Керенский не ответил и спросил:
— Но что все-таки можно сделать со ставкой?
— Корнилов прибудет туда недели через две, не раньше, — ответил Савинков. — Но чтобы произошло какое-то движение воды, я предлагаю немедленно послать в ставку нашего комиссара. Филоненко к выезду готов, и до появления Корнилова он сможет успокоить там союзников.
— Да, пусть выезжает немедленно, — согласился Керенский.
Итак, на горизонте новая фигура — Филоненко. Кто он? Откуда взялся?
Керенский его совершенно не знает, но верит Савинкову, который сказал ему, что он может верить Филоненко, как ему.
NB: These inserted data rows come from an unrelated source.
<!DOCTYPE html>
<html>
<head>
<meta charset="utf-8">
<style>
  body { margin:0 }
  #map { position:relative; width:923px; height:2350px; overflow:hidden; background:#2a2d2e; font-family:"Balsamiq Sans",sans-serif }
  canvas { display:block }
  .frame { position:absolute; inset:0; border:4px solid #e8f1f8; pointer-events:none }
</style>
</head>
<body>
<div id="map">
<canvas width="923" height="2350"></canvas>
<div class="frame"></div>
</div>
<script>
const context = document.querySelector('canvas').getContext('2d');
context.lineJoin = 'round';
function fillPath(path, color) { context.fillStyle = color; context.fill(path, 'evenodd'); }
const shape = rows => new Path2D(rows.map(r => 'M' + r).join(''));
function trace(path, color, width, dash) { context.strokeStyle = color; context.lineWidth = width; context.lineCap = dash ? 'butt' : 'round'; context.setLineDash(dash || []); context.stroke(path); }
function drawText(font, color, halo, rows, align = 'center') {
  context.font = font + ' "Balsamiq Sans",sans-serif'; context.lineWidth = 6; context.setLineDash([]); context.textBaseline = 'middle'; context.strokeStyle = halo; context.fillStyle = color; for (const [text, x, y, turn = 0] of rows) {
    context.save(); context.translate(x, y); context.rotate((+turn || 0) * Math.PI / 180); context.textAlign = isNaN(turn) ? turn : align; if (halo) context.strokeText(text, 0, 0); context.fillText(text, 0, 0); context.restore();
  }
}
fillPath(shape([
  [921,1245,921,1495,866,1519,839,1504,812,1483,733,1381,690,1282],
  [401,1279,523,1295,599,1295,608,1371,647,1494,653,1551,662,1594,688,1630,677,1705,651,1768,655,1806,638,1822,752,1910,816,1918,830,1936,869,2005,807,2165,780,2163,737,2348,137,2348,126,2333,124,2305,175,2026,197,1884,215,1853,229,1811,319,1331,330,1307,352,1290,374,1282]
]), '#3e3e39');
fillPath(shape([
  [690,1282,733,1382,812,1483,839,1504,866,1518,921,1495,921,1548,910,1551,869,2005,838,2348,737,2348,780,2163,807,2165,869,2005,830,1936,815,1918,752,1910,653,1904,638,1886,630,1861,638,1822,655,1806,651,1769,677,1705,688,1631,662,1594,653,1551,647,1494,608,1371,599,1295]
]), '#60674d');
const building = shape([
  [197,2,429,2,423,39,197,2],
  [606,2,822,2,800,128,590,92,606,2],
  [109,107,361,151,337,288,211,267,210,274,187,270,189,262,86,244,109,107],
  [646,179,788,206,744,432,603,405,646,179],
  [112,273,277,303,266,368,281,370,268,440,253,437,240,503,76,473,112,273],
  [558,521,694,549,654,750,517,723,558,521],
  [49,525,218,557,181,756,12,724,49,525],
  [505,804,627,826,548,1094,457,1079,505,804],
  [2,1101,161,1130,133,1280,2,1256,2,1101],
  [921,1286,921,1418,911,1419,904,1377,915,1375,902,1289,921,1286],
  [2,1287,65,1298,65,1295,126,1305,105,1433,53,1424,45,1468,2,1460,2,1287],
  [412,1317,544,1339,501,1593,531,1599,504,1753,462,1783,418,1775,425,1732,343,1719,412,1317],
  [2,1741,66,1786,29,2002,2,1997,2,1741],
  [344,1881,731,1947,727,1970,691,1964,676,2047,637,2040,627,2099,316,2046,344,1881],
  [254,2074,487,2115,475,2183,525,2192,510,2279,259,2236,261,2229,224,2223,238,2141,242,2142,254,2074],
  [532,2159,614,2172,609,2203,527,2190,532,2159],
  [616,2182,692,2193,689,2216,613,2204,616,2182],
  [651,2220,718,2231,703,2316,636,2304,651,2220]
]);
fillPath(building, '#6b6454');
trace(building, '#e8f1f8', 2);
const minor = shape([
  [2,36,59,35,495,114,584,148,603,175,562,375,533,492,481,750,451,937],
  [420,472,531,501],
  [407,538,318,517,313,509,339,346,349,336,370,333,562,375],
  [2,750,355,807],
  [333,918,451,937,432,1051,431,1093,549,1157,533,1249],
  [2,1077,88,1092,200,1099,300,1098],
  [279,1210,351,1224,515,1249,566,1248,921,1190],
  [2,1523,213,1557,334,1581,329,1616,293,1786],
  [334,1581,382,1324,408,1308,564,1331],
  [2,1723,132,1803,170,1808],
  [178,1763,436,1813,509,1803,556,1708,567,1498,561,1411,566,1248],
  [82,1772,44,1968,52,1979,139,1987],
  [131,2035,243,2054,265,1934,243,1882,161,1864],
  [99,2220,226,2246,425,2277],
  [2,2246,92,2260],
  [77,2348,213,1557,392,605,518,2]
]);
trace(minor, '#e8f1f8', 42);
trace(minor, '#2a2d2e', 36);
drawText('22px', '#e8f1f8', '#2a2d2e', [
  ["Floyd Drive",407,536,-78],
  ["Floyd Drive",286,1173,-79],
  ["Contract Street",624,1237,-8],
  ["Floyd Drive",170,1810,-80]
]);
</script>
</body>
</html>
Как только стало известно назначение Филоненко главным комиссаром в ставку, на фронте в 8-й армии, в дивизионе, где раньше служил Филоненко, состоялось собрание солдат и офицеров, которое постановило: «Довести до сведения военного министра Керенского, совета Р и СД и Исполнительного комитета съезда Советов, что вся предыдущая деятельность Филоненко в бытность его офицером в дивизионе выражалась в систематическом издевательстве над солдатами, для которых у него не было иного названия, как „болван“, „дурак“ и т. п., в сечении розгами, например ефрейтора Разина, причем, будучи адъютантом, применял порку без разрешения командира дивизиона, исключительно опираясь на свое положение, что ему никто не смел перечить в мордобитии, которым он всегда грозил и цинично проповедовал, и самом невозможном, оскорбительном отношении к солдатам, на которых он смотрел как на низшие существа, а потому, принимая во внимание эту деятельность, считаем, что Филоненко не может занимать поста комиссара революционного правительства…»
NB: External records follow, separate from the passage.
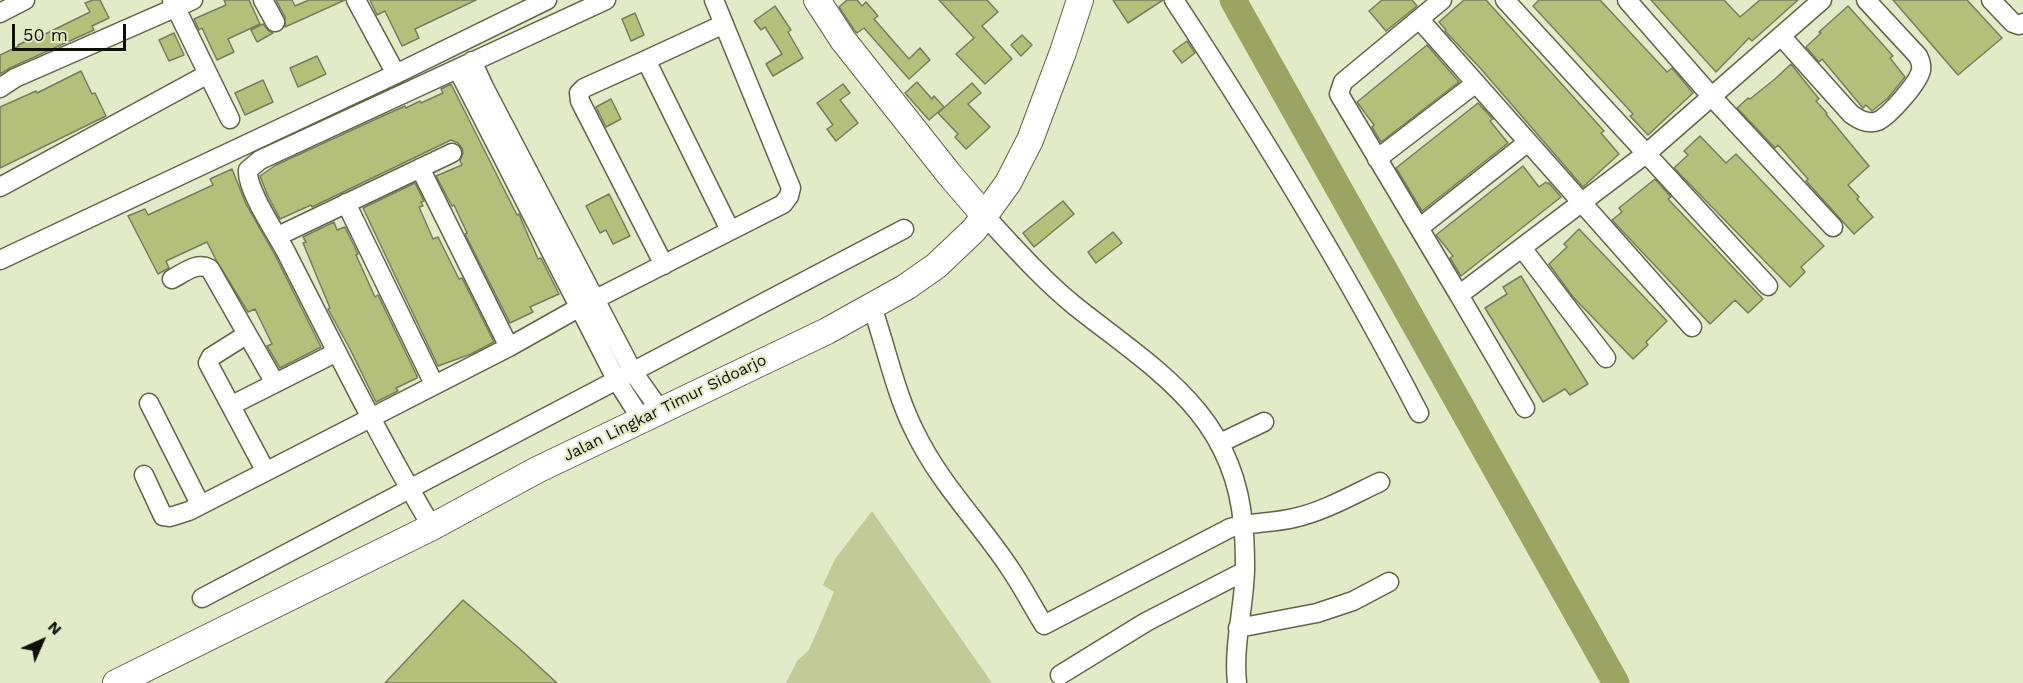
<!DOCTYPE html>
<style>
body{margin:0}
#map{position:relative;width:2023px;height:683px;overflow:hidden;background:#e3eac7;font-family:"Work Sans",sans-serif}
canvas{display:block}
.north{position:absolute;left:12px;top:611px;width:60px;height:60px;-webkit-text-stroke:4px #e3eac7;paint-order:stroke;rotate:45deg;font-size:16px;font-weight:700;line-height:24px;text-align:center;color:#0f1106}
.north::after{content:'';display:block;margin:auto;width:21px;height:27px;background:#0f1106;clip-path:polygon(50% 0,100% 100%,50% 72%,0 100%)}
.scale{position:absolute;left:12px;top:24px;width:114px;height:27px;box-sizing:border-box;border:3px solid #0f1106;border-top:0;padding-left:8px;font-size:18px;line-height:21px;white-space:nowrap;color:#0f1106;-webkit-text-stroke:4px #e3eac7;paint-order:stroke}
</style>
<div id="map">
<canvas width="2023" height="683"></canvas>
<div class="north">N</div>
<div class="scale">50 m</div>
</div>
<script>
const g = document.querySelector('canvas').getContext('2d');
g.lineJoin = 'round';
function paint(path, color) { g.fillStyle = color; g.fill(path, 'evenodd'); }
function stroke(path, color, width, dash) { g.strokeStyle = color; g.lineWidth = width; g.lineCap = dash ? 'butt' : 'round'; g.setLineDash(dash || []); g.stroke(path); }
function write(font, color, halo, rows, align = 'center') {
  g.font = font + ' "Work Sans",sans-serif'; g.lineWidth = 4.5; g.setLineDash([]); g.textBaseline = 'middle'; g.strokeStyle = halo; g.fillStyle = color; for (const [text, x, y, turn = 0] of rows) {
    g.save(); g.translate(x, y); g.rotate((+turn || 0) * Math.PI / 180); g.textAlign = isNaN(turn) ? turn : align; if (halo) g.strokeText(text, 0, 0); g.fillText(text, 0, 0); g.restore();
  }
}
paint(new Path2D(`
 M872,511L992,683H786L797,661L809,650L834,592L823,585L835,559Z`), '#c2cb97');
stroke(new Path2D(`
 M1233,0L1616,683`), '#9ba561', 27);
const building = new Path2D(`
 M93,0H100L109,18L92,26L94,30L10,68L0,74V55L19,46L18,45L28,40L29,42L90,12L85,3Z
 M224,0H249L260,24L228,39L234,52L217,60L202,28L199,30L194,19L226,5Z
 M276,0H292L295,6L309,0H345L285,27V17Z
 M370,0H476L415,29L419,38L402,46L385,11L377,15Z
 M847,0H857L862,6L866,2L878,16L874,19L909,59L920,48L930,60L909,79L864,28L857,33L855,31L839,7Z
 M939,0H987L998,12L982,26L1012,59L985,84L956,54L974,38Z
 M1113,0H1163L1128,23Z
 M1382,0H1412L1417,6L1386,31L1369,11Z
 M1464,0H1486L1604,131L1601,133L1619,154L1583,187L1481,69L1445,31L1446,30L1439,22Z
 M1539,0H1600L1667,72L1672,68L1693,93L1648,135L1630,116L1633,114L1533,6Z
 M1651,0H1724L1740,17L1760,0H1798L1752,41L1749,38L1716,72Z
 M1893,0H1967L2002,38L1958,75Z
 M775,6L791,30L788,32L803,58L773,76L766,64L782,54L765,27L761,30L754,21Z
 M1848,6L1893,56L1890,58L1905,77L1888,98L1872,111L1866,105L1863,108L1822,59L1819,62L1806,47L1821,33L1819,32Z
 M635,13L644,35L631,41L622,19Z
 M263,24L269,31L273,33L257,42L251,30Z
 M174,33L184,55L169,61L159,40Z
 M1022,35L1032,45L1021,56L1011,45Z
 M1187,41L1195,53L1182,63L1173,51Z
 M1427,45L1459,82L1381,142L1372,127L1374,125L1357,102Z
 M317,56L326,74L298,87L290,68Z
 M1791,64L1819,99L1816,101L1827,113L1826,114L1869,166L1848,185L1859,197L1857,199L1873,217L1854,234L1806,181L1808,179L1778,145L1775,148L1737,108L1748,98L1750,99L1775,79Z
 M81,71L92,94L95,93L106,116L0,168V107L36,91L37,93Z
 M263,80L273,102L245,115L235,93Z
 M917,82L932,99L934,96L944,107L929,120L905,93Z
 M972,83L981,93L968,104L990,127L966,149L955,137L958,134L938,113Z
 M451,84L517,215L519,214L538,259L541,258L559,294L530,307L533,312L510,323L465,234L467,233L454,205L452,206L436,176L462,165L460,161L463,153L462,148L458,143L451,140L312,207L311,205L280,219L267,194L260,176L276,165L376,119L405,106L406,108L420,101L421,103L443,93L441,89Z
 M843,84L850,93L840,100L858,123L836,141L827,129L833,125L817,103Z
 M611,99L621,119L606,127L596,107Z
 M1478,103L1493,119L1490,121L1508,143L1422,211L1396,168Z
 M1700,136L1726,163L1736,154L1824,246L1801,267L1805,272L1790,287L1674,168L1688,155L1684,151Z
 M1523,166L1539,187L1546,182L1548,184L1549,183L1561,197L1461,276L1450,258L1453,256L1436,235Z
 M232,169L246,204L276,257L321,347L280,368L267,346L272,344L255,309L248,312L216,260L207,242L166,261L169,268L158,274L128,216L145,209L148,215L213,185L210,179Z
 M1655,179L1671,197L1668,199L1763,299L1748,313L1735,300L1710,324L1612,220L1622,212L1619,208Z
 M415,183L424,201L421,202L423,206L419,207L433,239L438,237L459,279L462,278L494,342L471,354L438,366L363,208Z
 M609,194L630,236L613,244L606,230L600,233L586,206Z
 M1063,201L1074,214L1034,247L1023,233Z
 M334,222L337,230L345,227L358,254L356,255L375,297L378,295L417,376V378L396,388L398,391L376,402L350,349L328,309L330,308L303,243L306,242L303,237Z
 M1579,229L1667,321L1646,342L1648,345L1633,359L1573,297L1549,264L1567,247L1564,244Z
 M1113,232L1122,243L1096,263L1088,252Z
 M1521,276L1588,384L1570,395L1565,389L1543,402L1485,308L1507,294L1503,287Z
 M463,600L520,649L557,683H385Z`);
paint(building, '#b4bf7a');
stroke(building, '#777d5e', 1.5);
const street = new Path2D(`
 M172,0L230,119
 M263,0L275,22
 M356,0L396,74
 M1174,0C1262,134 1346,271 1419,413
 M1442,0L1343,82L1339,94L1459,295L1647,153L1822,0
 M1505,0L1768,286
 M1627,0L1712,97L1833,227
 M1991,0L2013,23L2019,25L2023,23
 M0,13L25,0
 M1420,20L1692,327
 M1781,36L1851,114C1859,120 1868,125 1878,121C1890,115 1919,82 1921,70C1922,65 1920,60 1918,56L1866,0
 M646,60L724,24
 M472,61L484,87L621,349L633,372L660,410
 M458,70L617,381L642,420
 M0,88L15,78L193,0
 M1377,159L1476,83
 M420,168L509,347
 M0,187L208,74
 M346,203L434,384
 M985,216C1014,247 1042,279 1075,306C1154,369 1234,413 1243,525C1245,539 1245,555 1245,570C1244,608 1233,645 1237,683
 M1419,228L1528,142
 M278,236L452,153
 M1522,248L1606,358
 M0,260L396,74L547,0
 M664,265L580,101L579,93L584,88L646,60L730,230
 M172,279C184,273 197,261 210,269L275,383
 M1459,295L1525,408
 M872,307C887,349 895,393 915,432C940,484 980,523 1011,570C1023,588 1033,607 1044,625L1230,528C1251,522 1273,523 1294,518C1325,511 1352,495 1380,482
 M246,335L211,357L208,363L265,470
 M149,403L200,504
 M232,405L337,352
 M1220,443L1264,422
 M144,475L163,516L170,517L189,511L509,347L580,307L783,204L789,196L791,188L714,0
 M432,527C379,438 333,344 286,252C276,233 246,189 248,170L260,160L606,0
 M202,598L904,229
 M1238,628L1317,613L1353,601L1389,582
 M1060,675L1146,622L1245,571`);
const secondary = new Path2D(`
 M817,0L843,40L949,174L985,216
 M116,683L432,527L537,470L827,331L906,287L936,266L974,230L1008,183L1030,140L1063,52L1080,0`);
stroke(street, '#606547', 21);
stroke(secondary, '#606547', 28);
stroke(street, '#fff', 18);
stroke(secondary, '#fff', 26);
write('16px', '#0f1106', '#e3eac7', [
 ["Jalan Lingkar Timur Sidoarjo",665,408,-26]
]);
</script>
Это постановление читал Савинков и… сдал в архив, где оно и хранится по сей день в «Деле Корнилова». Фронтовики не понимали, что комиссаром при Корнилове должен быть именно такой человек. А Савинков прекрасно знал, за кого ручался, как за себя…
Работавший в ставке полковник Данилов С. И. впоследствии писал: «Появление в главной ставке господина Филоненко — одно из необъяснимых явлений тех дней. Хам, наглец, безграмотный в военном отношении тип, он в святая святых русской армии вел себя как жандармский прапорщик. Подслушивал разговоры генералов, третировал в глазах Корнилова работников ставки, объявлял их заговорщиками против главковерха. Но, минуя его, попасть к главковерху было невозможно…»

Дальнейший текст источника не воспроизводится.